[Records for the task]
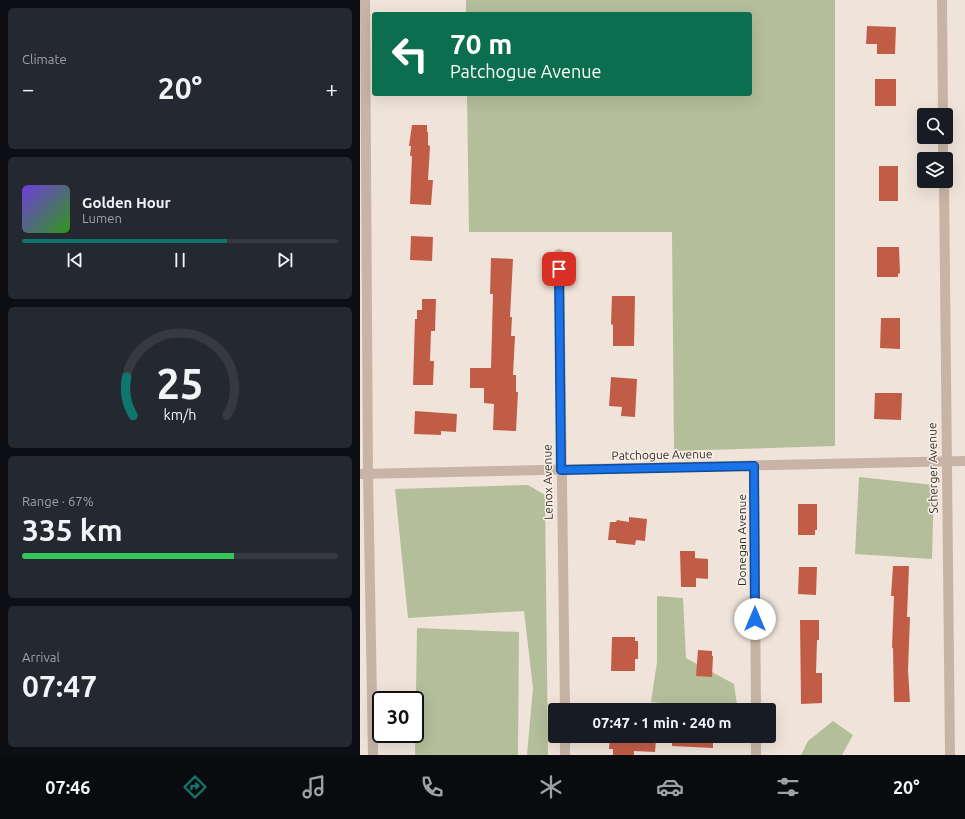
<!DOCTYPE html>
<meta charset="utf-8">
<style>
:root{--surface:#171b24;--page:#242831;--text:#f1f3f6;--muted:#9ea1a6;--line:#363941;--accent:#0f766e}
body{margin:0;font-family:Ubuntu,sans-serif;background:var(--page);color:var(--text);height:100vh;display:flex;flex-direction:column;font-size:15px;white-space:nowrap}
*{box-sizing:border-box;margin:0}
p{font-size:13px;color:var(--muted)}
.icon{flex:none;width:22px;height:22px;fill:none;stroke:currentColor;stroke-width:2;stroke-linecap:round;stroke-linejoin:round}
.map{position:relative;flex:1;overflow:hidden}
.sheet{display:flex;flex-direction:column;gap:8px;padding:8px;background:#0d0f14;width:360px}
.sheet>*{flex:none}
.hud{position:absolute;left:12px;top:12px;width:380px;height:84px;border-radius:4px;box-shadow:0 4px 16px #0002;background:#0b6e4f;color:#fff;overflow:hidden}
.buttons{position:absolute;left:557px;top:108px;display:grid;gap:8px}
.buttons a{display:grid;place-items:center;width:36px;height:36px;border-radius:4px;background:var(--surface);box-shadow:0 4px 16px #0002;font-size:20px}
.speed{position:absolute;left:12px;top:691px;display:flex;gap:8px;font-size:20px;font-weight:700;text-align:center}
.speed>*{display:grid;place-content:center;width:52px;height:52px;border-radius:50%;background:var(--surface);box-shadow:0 4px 16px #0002;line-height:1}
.speed .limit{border:2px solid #111;border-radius:6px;background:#fff;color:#111}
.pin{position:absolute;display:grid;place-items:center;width:34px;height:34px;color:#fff;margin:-17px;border-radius:8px;box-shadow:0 2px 6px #0006}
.me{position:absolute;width:44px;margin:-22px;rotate:0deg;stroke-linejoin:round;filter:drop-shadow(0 0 3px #0008)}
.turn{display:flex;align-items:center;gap:14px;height:84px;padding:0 12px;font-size:18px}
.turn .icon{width:52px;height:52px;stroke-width:2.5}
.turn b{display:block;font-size:28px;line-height:34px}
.big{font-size:30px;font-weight:600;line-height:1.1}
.sheet .card{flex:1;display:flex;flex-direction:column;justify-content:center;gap:6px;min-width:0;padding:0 14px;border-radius:6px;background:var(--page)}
.sheet .dial{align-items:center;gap:0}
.dial svg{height:104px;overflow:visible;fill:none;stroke:var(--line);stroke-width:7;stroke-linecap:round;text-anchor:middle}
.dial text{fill:var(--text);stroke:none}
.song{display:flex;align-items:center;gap:12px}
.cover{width:48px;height:48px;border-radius:6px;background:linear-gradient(135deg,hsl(260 70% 55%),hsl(110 70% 35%))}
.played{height:4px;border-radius:2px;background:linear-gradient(90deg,var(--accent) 65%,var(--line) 65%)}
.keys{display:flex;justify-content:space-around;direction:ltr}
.heat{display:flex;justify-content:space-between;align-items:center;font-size:22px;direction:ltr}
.charge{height:6px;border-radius:3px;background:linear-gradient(90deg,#34c759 67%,var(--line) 0)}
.trip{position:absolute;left:188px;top:703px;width:228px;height:40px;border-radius:4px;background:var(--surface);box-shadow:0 4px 16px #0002;font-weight:600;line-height:40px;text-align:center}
.dock{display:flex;height:64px;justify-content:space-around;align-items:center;background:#090b0e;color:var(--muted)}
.dock .icon{width:28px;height:28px}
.dock .on{color:var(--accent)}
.dock b{font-size:18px;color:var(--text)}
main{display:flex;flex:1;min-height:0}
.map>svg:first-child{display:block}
.green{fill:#b5be9b}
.building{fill:#c15d47}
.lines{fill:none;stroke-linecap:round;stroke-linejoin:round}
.street{stroke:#c8b4a6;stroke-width:10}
.route-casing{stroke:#114b97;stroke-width:10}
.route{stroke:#1a73e8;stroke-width:7}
.labels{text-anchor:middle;stroke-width:3;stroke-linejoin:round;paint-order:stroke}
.street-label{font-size:12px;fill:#342a27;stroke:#f8efe6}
</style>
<main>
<section class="sheet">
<div class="card"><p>Climate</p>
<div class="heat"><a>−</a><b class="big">20°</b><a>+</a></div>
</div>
<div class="card">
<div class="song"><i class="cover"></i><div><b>Golden Hour</b><p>Lumen</p></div></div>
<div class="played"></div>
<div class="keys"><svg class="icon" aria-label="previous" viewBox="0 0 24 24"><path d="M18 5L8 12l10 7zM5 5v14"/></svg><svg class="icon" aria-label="pause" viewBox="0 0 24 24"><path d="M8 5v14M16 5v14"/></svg><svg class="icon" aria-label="next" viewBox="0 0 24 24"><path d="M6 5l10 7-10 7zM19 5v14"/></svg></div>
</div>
<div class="card dial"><svg viewBox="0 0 100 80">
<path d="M14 69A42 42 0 1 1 86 69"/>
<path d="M14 69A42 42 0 0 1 9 39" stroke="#0f766e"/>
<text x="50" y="56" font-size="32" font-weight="700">25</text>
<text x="50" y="72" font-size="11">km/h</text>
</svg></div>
<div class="card"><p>Range · 67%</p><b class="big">335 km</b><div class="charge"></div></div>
<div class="card"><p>Arrival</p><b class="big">07:47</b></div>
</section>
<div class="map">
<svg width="605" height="755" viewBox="0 0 605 755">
<rect width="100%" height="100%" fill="#f0e4da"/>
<g class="green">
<polygon points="106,0 475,0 475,446 314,451 312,232 109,232 107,94 390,94 390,14 106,14"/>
<polygon points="499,477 574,485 572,559 495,554"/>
<polygon points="168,485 185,495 188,755 167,755 173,688 164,611 48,618 35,489"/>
<polygon points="297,596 323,598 326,658 374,684 377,705 324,705 291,702 297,662"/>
<polygon points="57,628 159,632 158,755 55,755"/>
<polygon points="473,721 493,735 482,755 441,755 448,741"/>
</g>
<g class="building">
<polygon points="507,26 536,27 535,54 517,54 517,44 506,44"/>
<rect x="515" y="79" width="21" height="27"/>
<polygon points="52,125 67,125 67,132 68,132 68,145 70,146 68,180 73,180 71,205 50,204 52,156 50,156 51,146 49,146"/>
<rect x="519" y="166" width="19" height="35"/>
<polygon points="51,236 73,237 72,261 50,260"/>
<polygon points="517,247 539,247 540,273 538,274 538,277 517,277"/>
<polygon points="131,258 153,259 150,317 152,317 151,336 155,336 153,375 156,375 156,392 158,392 156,431 133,430 134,404 124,403 124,388 110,388 110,368 131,368 133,294 130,294"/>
<polygon points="252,296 275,296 274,346 253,346 253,325 251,324"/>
<polygon points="62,299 76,299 75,331 71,331 70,361 74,361 73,385 53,385 55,319 57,319 57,310 62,310"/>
<polygon points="521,318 540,318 540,349 520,348"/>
<polygon points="251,377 277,379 275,417 261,416 262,407 249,406"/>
<polygon points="515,393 542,393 541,420 514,419"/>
<polygon points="55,411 97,414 96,432 81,431 81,435 54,434"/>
<polygon points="438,504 457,504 457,530 455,530 455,535 438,535"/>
<polygon points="269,517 287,519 285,541 276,540 275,545 256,543 256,540 248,540 250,522 256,522 257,520 269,522"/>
<polygon points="320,551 335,551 335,558 348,559 348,579 336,578 336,587 321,587"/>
<polygon points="533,566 549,566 547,617 550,617 548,670 550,702 534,702 533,648 532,648 534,596 531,596"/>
<polygon points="439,567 457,567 456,595 438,594"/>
<polygon points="440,620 459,620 459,640 457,640 456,673 462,673 462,703 441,704"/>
<polygon points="252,637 275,637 275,641 278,641 278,659 275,659 275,671 251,671"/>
<polygon points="338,650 352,651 352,656 353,656 352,677 336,676"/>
<polygon points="250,736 293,736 293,740 296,740 295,752 274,751 274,755 253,755 253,749 249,749"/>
<polygon points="312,736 353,736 353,748 312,746"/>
</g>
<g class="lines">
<g class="street">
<polyline points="5,0 8,474 13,755"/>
<polyline points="582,0 583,115"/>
<polyline points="583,137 583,159"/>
<polyline points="584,181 590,755"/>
<polyline points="199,254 205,710"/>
<polyline points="394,466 396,710"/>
<polyline points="0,474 605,461"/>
<polyline points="205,736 205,755"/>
<polyline points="396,736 396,755"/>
</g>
</g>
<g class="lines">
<g class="route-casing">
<polyline id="route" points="199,269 201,470 394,466 395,619"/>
</g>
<use href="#route" class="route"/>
</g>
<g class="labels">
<g class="street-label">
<text transform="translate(302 455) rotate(-1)" y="4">Patchogue Avenue</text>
<text transform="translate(573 468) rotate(-91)" y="4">Scherger Avenue</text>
<text transform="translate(188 482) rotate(-91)" y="4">Lenox Avenue</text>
<text transform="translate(382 540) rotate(-90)" y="4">Donegan Avenue</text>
</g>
</g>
</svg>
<div class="buttons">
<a><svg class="icon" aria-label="search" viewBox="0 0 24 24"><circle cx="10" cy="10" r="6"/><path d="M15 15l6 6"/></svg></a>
<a><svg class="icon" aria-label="layers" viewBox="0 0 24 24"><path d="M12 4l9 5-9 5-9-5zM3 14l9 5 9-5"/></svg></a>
</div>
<div class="speed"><div class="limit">30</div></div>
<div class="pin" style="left:199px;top:269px;background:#d93025"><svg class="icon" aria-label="arrive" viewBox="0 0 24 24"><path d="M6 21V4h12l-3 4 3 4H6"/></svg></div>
<svg class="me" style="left:395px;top:619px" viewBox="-20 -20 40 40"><circle r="19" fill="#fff"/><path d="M0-13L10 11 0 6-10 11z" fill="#1a73e8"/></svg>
<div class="trip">07:47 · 1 min · 240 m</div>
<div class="hud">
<div class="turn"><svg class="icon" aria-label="left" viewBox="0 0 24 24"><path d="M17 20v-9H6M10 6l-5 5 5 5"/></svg><div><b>70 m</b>Patchogue Avenue</div></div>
</div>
</div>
</main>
<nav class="dock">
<b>07:46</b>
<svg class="icon on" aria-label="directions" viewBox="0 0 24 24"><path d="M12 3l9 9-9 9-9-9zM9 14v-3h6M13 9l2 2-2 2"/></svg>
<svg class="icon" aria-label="music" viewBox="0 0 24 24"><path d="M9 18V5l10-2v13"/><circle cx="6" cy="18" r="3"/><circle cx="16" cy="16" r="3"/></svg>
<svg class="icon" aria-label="phone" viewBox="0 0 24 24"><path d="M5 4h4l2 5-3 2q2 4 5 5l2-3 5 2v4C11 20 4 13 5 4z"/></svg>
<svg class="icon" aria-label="climate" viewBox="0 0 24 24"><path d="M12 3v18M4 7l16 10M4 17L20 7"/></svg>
<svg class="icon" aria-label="car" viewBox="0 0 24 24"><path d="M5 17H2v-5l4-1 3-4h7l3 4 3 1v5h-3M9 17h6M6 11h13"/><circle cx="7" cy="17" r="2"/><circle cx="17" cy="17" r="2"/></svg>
<svg class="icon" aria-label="filters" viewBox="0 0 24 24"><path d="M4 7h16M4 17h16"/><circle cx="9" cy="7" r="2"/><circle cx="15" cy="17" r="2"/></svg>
<b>20°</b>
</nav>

[Your objective] Find the word "linecap" in the data and copy out each line where it turns up.

[Response area]
.icon{flex:none;width:22px;height:22px;fill:none;stroke:currentColor;stroke-width:2;stroke-linecap:round;stroke-linejoin:round}
.dial svg{height:104px;overflow:visible;fill:none;stroke:var(--line);stroke-width:7;stroke-linecap:round;text-anchor:middle}
.lines{fill:none;stroke-linecap:round;stroke-linejoin:round}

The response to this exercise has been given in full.